Eksploitasi Masif Gunung Karang Klapanunggal, LSM KCBI Soroti Dugaan ‘Zona Kebal Hukum’
BOGOR (KM) – Aktivitas penambangan batu karang yang diduga ilegal di kawasan hutan lindung Gunung Karang, Kecamatan Klapanunggal, Kabupaten Bogor, Jawa Barat, menuai sorotan serius dari masyarakat dan pegiat lingkungan. Kegiatan tersebut dinilai telah menyebabkan kerusakan lingkungan signifikan serta memunculkan dugaan lemahnya pengawasan dan penegakan hukum.
Berdasarkan pantauan di lapangan, area yang semestinya menjadi kawasan perlindungan ekologis kini mengalami perubahan lanskap drastis.
Sejumlah bukit terlihat terkikis, menyisakan lubang-lubang besar bekas galian. Aktivitas kendaraan berat pengangkut material tambang juga tampak berlangsung secara terbuka.
Warga sekitar yang enggan disebutkan namanya menyampaikan bahwa aktivitas tersebut telah berlangsung cukup lama.

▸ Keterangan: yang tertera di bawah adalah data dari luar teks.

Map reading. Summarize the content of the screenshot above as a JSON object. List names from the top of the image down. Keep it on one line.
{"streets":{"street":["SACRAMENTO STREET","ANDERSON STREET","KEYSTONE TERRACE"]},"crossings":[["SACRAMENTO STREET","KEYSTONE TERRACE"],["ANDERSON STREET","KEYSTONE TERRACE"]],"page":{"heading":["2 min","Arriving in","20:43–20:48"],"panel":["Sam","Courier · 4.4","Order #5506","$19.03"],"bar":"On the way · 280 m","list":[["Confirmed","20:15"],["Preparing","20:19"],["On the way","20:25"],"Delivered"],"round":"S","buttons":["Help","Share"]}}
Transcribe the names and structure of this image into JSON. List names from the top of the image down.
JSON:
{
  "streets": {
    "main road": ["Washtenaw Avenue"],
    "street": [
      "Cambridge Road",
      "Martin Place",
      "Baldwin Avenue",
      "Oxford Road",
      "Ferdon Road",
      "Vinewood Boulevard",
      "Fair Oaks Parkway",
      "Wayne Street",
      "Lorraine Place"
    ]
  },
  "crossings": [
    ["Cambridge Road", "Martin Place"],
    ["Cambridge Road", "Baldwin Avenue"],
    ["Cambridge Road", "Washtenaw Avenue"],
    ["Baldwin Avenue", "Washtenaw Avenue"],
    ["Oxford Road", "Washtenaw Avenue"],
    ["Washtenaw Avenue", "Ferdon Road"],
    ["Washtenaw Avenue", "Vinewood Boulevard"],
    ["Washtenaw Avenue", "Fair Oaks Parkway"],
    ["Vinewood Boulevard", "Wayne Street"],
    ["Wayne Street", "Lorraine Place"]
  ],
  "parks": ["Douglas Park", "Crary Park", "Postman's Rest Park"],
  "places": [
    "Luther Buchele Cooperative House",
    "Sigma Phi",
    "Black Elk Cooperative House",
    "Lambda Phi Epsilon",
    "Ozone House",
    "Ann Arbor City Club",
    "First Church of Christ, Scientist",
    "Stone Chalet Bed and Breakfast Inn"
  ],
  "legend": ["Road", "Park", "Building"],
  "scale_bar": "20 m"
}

Mereka menilai kegiatan itu sulit dihentikan karena diduga adanya pihak-pihak yang memberikan perlindungan.
“Aktivitasnya sudah lama berjalan. Truk keluar masuk hampir setiap hari, tapi belum terlihat ada penindakan tegas,” ujar salah satu warga.
Sejumlah sumber juga menyebut adanya dugaan keterlibatan oknum aparat dalam aktivitas tersebut. Namun demikian, hingga saat ini belum ada konfirmasi resmi dari pihak terkait mengenai kebenaran informasi tersebut.
Dampak lingkungan dari aktivitas ini dinilai cukup serius. Selain berpotensi memicu erosi dan longsor, kerusakan kawasan hutan lindung juga dapat mengganggu keseimbangan ekosistem serta kualitas air tanah di wilayah Bogor Timur.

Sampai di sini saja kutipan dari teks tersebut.